» What you should do
Whenever a line of the data below holds the string "number", copy that line.
-- Opening Marker --
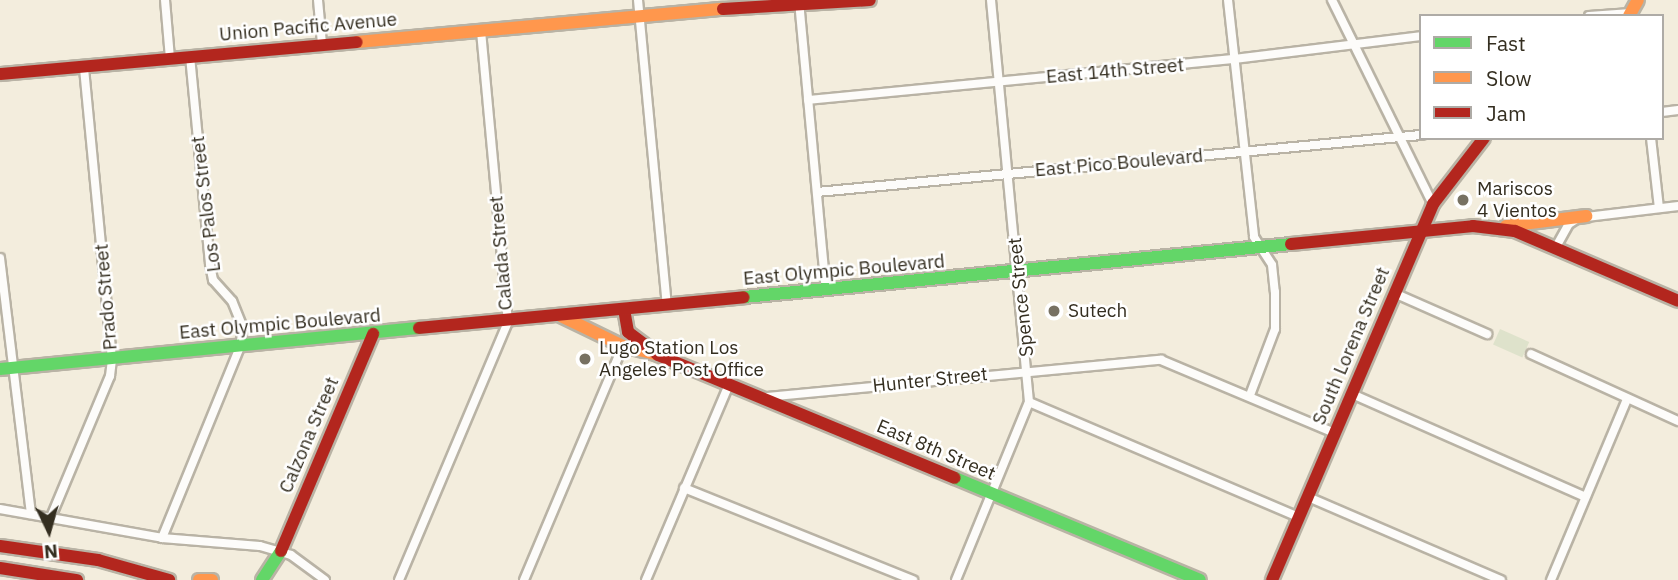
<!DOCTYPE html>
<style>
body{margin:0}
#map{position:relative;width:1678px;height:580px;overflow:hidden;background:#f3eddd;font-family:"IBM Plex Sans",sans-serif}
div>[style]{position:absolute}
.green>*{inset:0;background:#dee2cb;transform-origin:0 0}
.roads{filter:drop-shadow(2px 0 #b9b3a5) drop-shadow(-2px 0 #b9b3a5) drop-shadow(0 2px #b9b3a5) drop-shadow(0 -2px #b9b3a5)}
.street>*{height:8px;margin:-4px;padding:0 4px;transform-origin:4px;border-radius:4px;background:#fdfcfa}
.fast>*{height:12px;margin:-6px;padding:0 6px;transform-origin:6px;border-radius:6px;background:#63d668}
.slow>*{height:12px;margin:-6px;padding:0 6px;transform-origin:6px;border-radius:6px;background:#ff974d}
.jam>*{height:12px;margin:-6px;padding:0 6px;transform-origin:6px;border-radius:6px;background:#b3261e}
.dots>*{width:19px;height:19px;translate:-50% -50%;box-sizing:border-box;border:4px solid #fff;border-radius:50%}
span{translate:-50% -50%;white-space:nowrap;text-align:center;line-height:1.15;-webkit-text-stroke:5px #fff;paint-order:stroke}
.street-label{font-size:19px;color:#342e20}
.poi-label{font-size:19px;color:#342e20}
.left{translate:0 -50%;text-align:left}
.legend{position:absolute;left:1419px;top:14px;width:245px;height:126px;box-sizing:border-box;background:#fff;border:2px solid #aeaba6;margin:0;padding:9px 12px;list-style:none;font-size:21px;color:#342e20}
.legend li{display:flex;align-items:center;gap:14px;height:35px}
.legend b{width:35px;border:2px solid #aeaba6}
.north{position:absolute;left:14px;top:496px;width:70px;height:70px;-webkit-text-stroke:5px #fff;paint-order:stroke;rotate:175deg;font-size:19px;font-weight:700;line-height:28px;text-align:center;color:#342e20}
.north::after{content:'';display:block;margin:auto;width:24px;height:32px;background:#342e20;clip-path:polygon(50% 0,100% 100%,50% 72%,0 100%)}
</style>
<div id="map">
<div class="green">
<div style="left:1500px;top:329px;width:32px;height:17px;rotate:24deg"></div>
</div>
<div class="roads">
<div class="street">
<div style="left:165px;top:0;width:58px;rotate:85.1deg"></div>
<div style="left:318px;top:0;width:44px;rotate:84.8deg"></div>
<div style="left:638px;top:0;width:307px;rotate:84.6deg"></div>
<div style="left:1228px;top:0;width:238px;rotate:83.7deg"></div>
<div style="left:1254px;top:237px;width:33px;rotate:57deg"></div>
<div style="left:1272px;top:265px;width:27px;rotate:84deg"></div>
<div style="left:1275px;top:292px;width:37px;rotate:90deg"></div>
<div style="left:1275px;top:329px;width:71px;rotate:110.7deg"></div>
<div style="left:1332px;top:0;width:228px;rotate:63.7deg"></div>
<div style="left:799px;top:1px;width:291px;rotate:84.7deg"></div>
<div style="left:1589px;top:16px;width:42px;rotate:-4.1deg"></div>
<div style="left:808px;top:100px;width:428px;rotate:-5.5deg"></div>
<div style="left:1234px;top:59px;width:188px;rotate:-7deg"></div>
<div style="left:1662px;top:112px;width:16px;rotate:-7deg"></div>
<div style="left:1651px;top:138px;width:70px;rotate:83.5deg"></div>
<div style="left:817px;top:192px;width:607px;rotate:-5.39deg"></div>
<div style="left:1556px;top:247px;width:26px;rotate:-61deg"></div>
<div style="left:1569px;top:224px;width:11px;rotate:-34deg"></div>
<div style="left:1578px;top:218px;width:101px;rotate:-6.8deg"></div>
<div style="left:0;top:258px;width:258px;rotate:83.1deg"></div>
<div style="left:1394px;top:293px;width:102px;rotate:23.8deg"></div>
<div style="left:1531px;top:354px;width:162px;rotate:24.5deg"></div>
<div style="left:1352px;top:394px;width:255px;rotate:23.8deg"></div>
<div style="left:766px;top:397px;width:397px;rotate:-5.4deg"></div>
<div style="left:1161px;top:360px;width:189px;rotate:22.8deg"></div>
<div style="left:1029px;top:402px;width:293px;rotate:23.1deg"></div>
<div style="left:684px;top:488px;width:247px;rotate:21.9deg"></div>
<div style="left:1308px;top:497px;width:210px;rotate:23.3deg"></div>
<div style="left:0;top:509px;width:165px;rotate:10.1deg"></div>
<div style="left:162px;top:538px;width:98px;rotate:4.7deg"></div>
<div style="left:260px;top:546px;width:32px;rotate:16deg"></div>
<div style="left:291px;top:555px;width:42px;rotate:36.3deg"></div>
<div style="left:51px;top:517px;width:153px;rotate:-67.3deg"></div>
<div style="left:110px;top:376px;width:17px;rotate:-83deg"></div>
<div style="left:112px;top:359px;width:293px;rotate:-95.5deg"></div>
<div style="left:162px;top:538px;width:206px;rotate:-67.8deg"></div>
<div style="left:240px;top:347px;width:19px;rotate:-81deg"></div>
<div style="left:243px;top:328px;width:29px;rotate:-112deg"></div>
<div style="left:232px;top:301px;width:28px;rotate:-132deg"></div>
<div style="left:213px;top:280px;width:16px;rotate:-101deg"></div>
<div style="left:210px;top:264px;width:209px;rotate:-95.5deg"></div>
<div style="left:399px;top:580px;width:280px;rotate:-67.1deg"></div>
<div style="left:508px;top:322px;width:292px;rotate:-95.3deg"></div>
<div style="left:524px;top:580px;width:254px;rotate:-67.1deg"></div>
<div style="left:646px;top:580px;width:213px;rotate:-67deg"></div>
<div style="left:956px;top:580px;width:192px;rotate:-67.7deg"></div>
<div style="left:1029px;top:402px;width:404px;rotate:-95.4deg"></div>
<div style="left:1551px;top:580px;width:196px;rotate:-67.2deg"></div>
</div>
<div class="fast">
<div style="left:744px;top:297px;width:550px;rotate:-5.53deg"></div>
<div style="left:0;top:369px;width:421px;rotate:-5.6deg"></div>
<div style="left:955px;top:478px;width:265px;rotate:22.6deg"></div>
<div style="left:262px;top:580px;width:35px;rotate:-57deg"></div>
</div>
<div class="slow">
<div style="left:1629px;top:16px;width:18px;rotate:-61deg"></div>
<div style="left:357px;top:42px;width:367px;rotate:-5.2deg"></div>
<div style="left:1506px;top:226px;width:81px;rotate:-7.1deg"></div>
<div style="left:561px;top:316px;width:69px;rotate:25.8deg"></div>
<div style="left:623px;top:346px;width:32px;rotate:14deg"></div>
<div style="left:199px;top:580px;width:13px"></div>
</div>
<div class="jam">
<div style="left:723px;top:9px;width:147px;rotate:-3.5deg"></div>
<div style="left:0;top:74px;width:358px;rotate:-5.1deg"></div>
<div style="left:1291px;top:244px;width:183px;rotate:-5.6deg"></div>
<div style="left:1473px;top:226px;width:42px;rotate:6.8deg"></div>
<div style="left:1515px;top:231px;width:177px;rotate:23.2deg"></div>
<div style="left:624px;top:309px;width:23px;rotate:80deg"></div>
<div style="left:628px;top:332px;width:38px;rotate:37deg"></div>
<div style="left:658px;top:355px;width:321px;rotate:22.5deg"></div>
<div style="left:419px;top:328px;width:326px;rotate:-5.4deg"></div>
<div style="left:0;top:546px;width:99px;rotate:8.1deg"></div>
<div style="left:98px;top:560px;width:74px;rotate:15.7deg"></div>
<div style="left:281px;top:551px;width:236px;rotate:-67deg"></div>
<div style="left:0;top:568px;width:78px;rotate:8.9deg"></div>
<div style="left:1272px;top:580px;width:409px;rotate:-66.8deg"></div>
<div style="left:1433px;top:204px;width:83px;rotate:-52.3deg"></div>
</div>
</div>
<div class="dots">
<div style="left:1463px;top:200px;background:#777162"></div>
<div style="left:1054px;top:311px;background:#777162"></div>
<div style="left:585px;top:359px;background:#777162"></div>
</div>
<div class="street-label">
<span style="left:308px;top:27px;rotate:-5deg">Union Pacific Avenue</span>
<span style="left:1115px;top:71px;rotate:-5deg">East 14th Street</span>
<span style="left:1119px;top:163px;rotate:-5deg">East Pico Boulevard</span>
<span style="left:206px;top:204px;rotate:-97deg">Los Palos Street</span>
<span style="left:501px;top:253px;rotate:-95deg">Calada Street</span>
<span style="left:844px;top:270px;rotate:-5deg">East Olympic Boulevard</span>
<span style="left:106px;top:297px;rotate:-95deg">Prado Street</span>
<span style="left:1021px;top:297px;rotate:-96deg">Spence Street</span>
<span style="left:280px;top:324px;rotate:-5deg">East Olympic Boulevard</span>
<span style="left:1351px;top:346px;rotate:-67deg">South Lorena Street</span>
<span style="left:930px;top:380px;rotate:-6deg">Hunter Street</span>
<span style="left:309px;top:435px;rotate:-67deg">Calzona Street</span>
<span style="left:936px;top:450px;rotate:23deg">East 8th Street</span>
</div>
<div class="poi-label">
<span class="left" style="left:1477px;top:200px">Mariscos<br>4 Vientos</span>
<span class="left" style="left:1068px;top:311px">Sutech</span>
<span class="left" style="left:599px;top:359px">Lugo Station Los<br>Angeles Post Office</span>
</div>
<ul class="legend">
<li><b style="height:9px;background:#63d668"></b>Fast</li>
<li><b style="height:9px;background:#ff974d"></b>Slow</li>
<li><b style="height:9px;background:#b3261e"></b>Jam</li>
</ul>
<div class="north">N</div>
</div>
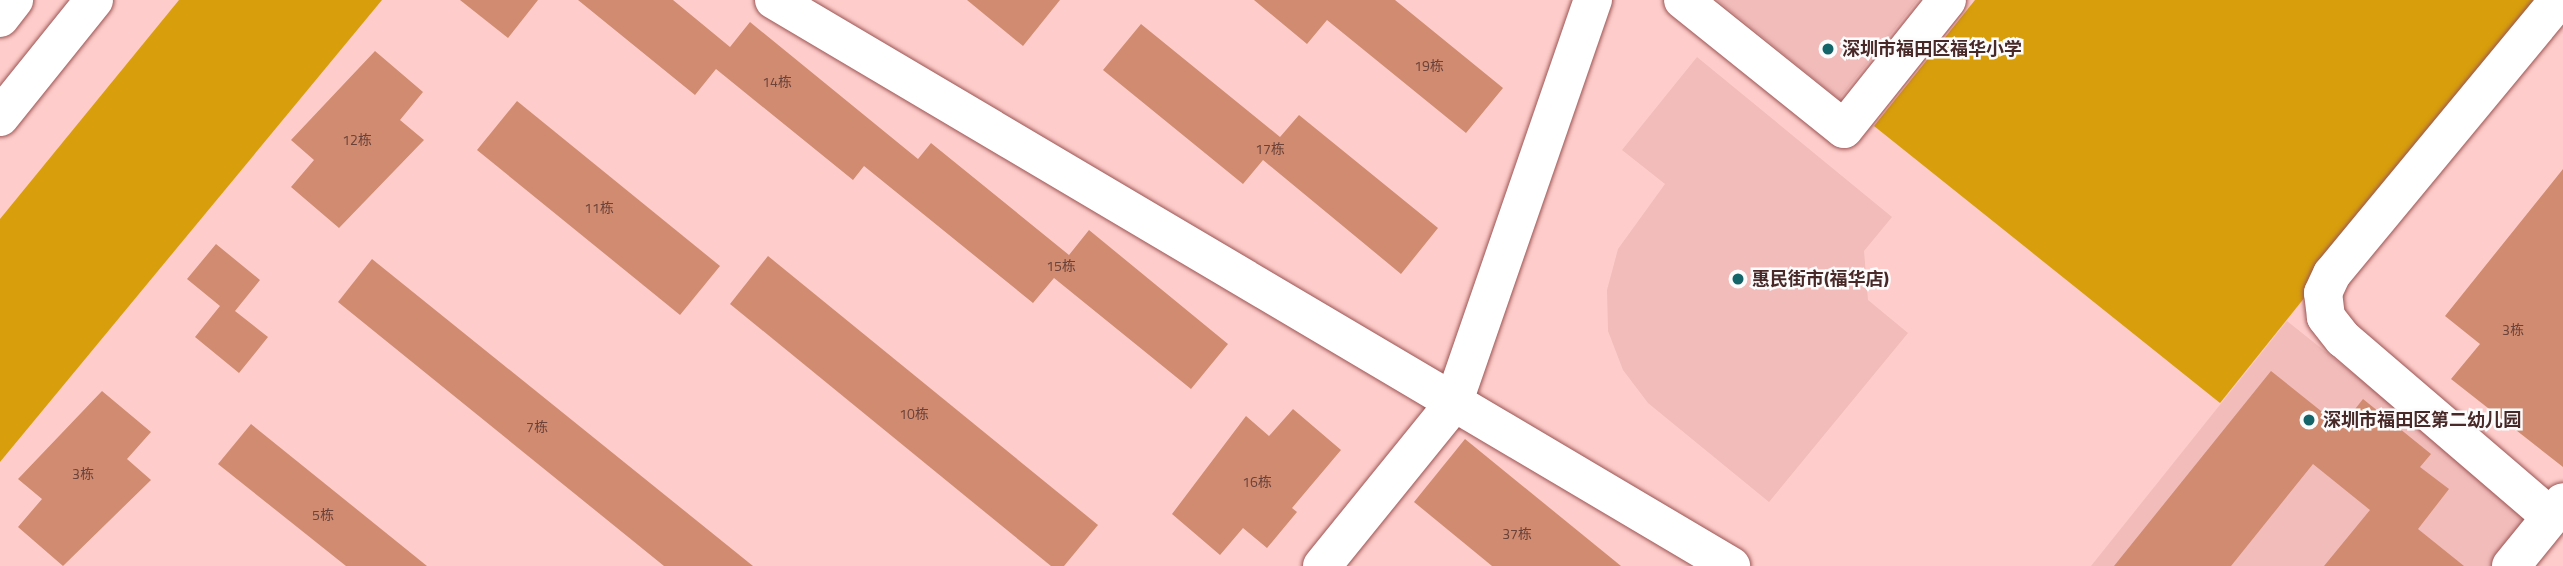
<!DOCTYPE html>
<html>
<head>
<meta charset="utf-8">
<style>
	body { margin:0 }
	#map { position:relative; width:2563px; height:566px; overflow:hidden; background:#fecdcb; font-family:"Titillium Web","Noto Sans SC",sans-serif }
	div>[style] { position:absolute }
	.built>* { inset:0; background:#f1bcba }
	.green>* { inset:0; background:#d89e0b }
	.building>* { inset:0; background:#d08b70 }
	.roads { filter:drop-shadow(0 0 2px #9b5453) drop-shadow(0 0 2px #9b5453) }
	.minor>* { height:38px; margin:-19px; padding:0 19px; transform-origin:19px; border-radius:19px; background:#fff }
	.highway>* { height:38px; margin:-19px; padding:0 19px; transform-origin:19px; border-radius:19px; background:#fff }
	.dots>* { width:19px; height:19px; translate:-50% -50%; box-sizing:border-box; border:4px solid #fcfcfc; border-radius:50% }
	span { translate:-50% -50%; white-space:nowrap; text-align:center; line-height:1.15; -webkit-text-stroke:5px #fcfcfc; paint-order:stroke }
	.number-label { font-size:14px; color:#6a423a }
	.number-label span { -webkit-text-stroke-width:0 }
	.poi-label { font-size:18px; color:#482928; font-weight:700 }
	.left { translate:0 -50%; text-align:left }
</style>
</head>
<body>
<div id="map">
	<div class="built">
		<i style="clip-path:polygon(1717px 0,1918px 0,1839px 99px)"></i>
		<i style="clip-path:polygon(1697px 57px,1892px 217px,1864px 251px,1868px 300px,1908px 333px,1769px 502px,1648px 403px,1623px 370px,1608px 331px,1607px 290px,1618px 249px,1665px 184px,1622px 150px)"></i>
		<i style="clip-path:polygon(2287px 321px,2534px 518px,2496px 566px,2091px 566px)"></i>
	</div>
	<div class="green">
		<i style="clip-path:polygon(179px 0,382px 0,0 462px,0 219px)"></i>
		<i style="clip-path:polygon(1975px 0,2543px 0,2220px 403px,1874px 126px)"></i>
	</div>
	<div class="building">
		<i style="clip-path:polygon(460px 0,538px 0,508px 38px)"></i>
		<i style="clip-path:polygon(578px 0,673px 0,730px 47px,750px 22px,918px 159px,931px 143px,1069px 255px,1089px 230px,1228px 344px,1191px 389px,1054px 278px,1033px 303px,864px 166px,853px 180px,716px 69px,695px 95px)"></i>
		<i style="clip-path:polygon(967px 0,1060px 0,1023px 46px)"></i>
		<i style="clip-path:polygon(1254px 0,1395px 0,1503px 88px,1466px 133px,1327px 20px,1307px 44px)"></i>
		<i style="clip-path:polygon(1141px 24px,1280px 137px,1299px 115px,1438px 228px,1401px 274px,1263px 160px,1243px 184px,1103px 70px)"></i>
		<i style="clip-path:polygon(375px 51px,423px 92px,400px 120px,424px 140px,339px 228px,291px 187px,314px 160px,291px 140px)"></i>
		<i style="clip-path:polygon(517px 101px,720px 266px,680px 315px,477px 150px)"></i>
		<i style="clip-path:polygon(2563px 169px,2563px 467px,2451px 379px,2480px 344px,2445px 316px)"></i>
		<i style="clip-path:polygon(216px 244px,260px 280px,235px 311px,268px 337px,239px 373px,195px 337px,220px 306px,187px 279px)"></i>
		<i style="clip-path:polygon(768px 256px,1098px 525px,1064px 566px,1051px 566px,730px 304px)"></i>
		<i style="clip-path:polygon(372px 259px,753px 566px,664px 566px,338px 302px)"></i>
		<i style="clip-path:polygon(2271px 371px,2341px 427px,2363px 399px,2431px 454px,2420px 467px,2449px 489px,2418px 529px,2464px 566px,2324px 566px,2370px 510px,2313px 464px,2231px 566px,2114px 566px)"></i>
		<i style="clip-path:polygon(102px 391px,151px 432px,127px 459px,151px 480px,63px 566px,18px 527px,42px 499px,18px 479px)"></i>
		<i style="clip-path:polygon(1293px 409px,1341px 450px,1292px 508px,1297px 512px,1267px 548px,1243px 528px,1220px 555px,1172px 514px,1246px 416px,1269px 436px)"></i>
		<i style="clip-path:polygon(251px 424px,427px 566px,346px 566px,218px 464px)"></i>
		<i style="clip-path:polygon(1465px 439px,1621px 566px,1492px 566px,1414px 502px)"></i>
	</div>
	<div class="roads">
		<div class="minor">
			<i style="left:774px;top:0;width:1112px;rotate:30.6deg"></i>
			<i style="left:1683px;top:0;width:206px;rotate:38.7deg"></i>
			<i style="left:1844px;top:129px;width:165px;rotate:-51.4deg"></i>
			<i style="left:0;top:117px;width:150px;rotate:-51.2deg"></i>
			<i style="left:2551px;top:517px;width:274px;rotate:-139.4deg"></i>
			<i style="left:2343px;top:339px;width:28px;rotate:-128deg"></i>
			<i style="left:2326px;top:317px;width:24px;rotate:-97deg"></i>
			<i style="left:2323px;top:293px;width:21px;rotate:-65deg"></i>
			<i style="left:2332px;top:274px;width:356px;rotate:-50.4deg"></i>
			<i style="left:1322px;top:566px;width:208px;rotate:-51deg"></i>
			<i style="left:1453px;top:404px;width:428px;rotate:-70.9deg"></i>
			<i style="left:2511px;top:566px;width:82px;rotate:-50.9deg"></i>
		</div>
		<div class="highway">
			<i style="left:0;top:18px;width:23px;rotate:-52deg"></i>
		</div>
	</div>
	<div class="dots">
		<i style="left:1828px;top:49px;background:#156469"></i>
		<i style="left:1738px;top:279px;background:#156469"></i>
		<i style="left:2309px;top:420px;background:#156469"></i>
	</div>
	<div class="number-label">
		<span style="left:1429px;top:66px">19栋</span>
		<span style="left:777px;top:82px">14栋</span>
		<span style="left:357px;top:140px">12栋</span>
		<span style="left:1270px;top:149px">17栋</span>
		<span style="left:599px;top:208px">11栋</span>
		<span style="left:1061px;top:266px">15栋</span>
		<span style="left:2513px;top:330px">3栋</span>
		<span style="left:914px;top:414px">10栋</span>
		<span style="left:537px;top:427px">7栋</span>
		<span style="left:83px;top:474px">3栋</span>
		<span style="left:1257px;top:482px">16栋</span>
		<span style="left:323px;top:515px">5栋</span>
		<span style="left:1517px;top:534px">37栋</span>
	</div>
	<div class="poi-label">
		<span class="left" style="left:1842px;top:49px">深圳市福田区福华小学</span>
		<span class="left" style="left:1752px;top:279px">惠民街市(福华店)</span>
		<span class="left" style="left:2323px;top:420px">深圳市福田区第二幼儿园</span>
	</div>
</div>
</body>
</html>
-- Closing Marker --
» Finished exercise
	.number-label { font-size:14px; color:#6a423a }
	.number-label span { -webkit-text-stroke-width:0 }
	<div class="number-label">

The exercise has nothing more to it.